Lab 06: Large Palmer Penguins

Logistic regression intro

Important

Due:

  • Friday, November 03 , 11:59pm (Tuesday labs)
  • Sunday, November 05, 11:59pm (Thursday labs)

Introduction

In this assignment, you’ll get to put into practice the logistic regression skills you’ve developed to analyze data about Palmer Penguins. You will also practice handling merge conflicts.

Learning goals

By the end of the lab you will be able to

  • conduct exploratory data analysis for logistic regression
  • fit logistic regression models and write the regression equation
  • use the model to calculate predicted probabilities
  • continue developing a collaborative workflow with your teammates
  • develop strategies for dealing with merge conflicts

Merge Conflicts (uh oh)

Collaboration with no merge conflict

Collaboration with a merge conflict

You may have seen something like the image above through the course of your collaboration. When two collaborators make changes to a file and push the file to their repository, git merges these two files.

If these two files have conflicting content on the same line, git will produce a merge conflict. Merge conflicts need to be resolved manually, as they require a human intervention:

Merge conflict identifiers

To resolve the merge conflict, decide if you want to keep only your text, the text on GitHub, or incorporate changes from both texts. Delete the conflict markers <<<<<<<, =======, >>>>>>> and make the changes you want in the final merge.

Assign numbers 1, 2, 3, and 4 to each of your team members (if only 3 team members, just number 1 through 3). Go through the following steps in detail, which simulate a merge conflict. Completing this exercise will be part of the lab grade.

Resolving a merge conflict

Step 1: Everyone clone the merge-conflict assignment repo in RStudio and open file merge-conflict.Rmd.

Member 4 should look at the group’s repo on GitHub.com to ensure that the other members’ files are pushed to GitHub after every step.

Step 2: Member 1 Change the team name to your team name. Render, commit, and push.

Step 3: Member 2 Change the team name to something different (i.e., not your team name). Render, commit, and push.

You should get an error.

Pull and review the document with the merge conflict. Read the error to your teammates. You can also show them the error by sharing your screen. A merge conflict occurred because you edited the same part of the document as Member 1. Resolve the conflict with whichever name you want to keep, then render, commit and push again.

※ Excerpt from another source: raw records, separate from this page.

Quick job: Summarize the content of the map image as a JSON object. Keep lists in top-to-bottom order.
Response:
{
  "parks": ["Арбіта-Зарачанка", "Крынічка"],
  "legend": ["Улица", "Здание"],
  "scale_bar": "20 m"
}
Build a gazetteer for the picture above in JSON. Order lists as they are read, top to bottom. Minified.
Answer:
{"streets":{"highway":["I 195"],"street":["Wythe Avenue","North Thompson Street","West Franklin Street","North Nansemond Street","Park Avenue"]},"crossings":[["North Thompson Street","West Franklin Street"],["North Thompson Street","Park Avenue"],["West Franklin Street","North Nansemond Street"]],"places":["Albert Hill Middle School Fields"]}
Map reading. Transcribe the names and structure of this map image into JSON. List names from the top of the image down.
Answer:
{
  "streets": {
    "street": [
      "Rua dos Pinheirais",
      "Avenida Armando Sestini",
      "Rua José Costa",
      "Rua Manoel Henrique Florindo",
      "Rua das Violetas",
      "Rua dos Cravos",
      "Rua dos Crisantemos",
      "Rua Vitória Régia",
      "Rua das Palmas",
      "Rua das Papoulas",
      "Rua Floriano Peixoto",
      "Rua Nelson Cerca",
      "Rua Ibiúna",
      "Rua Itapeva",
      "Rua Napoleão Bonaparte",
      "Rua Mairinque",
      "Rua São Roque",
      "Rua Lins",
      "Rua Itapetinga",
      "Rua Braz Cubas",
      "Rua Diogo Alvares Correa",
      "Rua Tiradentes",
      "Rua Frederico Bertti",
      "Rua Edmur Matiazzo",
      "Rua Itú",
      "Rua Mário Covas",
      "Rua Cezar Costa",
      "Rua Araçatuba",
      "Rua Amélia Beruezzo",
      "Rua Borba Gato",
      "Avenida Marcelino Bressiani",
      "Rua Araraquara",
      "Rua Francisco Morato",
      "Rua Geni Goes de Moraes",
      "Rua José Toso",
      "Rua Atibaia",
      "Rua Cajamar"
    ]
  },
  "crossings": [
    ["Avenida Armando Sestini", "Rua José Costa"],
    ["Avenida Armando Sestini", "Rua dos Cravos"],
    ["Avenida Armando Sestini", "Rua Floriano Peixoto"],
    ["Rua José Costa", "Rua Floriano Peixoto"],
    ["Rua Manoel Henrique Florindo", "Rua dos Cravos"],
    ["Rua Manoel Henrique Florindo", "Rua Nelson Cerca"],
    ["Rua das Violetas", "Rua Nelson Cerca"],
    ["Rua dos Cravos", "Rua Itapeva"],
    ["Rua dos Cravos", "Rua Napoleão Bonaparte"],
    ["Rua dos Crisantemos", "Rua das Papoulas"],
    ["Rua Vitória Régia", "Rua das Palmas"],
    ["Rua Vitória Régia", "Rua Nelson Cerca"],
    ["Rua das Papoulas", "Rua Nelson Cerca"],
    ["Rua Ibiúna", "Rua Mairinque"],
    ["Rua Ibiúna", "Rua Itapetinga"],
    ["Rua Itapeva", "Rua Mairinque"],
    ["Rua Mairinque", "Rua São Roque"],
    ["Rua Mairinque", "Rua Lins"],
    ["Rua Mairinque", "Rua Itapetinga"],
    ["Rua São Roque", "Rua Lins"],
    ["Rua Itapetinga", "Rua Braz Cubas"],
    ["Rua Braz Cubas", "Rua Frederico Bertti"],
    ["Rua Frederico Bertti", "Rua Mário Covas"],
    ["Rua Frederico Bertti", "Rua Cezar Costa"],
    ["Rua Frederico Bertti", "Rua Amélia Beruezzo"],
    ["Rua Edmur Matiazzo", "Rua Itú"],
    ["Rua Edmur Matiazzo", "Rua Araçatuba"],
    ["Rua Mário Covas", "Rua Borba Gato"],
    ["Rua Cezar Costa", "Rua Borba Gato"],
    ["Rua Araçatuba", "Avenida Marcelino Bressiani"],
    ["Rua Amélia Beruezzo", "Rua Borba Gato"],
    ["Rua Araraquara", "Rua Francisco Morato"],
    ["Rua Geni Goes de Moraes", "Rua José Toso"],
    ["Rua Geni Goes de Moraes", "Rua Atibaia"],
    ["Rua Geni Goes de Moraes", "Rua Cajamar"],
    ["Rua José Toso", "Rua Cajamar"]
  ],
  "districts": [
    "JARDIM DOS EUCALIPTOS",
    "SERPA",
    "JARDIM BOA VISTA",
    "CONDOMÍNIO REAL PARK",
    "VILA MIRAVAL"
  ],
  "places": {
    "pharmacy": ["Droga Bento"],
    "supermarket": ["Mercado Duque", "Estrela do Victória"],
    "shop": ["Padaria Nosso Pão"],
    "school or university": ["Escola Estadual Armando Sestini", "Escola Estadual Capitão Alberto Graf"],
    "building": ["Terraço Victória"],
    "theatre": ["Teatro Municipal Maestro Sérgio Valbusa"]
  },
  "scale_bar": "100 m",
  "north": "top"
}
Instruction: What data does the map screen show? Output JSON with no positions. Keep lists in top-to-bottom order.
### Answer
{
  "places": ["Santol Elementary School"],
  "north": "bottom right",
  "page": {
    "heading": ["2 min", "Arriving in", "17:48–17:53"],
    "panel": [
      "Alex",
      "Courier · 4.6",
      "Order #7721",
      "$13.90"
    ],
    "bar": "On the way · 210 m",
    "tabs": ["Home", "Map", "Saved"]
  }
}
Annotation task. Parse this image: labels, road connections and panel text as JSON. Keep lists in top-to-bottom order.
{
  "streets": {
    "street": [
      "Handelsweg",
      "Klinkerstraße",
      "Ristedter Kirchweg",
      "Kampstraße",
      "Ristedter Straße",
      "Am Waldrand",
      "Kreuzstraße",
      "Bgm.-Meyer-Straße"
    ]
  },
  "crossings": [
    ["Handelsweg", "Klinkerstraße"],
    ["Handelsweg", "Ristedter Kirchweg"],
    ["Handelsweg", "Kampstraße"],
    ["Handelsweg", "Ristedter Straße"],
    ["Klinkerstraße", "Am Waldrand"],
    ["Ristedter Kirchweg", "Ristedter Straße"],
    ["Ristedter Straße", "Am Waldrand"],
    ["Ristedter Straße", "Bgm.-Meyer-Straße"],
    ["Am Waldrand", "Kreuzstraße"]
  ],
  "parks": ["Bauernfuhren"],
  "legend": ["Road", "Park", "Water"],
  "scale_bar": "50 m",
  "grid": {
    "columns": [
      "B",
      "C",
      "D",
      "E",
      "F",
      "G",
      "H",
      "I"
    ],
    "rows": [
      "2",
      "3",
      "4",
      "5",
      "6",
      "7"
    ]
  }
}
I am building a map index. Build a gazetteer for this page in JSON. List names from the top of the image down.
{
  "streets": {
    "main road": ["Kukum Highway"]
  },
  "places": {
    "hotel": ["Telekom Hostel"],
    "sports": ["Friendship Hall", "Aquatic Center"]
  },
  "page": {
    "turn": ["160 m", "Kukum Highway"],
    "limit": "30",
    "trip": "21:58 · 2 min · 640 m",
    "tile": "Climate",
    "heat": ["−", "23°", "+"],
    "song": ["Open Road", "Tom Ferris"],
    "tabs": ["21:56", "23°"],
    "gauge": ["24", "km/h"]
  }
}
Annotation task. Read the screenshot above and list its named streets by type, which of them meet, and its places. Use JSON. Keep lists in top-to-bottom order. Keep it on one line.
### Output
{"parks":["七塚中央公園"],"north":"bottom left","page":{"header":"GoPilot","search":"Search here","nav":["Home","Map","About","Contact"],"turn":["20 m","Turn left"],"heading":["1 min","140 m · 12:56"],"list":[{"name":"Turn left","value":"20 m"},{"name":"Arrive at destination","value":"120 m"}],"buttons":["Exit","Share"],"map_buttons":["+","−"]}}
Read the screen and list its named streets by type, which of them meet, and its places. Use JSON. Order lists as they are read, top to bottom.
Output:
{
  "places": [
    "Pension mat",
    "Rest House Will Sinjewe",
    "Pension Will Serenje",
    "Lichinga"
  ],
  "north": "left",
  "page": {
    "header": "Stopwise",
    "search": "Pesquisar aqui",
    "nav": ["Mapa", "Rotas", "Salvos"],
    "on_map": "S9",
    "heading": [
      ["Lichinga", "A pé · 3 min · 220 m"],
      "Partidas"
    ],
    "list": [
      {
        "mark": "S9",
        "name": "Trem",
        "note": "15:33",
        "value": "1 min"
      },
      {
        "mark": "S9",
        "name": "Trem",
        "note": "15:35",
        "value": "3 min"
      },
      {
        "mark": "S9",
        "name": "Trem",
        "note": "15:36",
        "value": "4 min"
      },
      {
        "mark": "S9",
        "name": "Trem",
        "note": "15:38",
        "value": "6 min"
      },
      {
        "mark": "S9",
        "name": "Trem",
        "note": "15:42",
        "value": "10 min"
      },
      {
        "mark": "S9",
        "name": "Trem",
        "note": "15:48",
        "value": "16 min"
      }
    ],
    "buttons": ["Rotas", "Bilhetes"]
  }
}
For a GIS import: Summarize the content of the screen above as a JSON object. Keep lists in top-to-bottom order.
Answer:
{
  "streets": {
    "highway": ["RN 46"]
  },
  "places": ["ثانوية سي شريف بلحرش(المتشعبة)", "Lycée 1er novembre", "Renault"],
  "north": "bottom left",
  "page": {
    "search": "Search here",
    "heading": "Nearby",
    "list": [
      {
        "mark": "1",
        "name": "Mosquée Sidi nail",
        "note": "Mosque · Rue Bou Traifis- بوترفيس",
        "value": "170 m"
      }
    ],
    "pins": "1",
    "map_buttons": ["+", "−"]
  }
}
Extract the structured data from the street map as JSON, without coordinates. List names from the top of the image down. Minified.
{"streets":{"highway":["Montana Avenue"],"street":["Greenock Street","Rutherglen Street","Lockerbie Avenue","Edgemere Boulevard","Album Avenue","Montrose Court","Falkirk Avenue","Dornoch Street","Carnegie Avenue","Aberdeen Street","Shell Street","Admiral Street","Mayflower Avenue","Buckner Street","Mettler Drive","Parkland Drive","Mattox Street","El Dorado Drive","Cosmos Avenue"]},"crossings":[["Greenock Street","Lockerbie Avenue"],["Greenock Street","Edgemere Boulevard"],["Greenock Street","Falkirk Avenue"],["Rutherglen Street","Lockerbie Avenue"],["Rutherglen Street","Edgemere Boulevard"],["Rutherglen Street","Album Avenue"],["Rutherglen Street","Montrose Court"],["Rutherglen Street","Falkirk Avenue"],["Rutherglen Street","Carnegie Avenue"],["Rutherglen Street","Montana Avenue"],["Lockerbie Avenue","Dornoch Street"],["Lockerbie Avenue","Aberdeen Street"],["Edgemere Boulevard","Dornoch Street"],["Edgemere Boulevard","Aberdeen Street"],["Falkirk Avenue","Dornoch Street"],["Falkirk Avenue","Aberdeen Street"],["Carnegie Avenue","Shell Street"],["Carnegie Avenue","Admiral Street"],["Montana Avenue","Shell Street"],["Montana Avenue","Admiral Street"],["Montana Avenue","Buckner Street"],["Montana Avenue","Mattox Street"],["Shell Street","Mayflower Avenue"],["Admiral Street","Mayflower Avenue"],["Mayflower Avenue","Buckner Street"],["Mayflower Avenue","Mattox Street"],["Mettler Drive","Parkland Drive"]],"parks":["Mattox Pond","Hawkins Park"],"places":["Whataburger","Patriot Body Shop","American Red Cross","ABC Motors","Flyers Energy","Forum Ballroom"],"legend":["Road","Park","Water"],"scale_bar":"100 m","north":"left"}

Step 4: Member 3 Write some narrative in the space provided. You should get an error.

This time, no merge conflicts should occur, since you edited a different part of the document from Members 1 and 2. Read the error to your teammates. You can also show them the error by sharing your screen.

Click to pull. Then render, commit, and push.

Please ask your TA if you have any questions about merge conflicts and collaborating in GitHub.

Getting started

  • A repository has already been created for you and your teammates. Everyone in your team has access to the same repo.

  • Go to the sta210-fa23 organization on GitHub. Click on the repo with the prefix lab-05. It contains the starter documents you need to complete the lab.

  • Each person on the team should clone the repository and open a new project in RStudio. Throughout the lab, each person should get a chance to make commits and push to the repo.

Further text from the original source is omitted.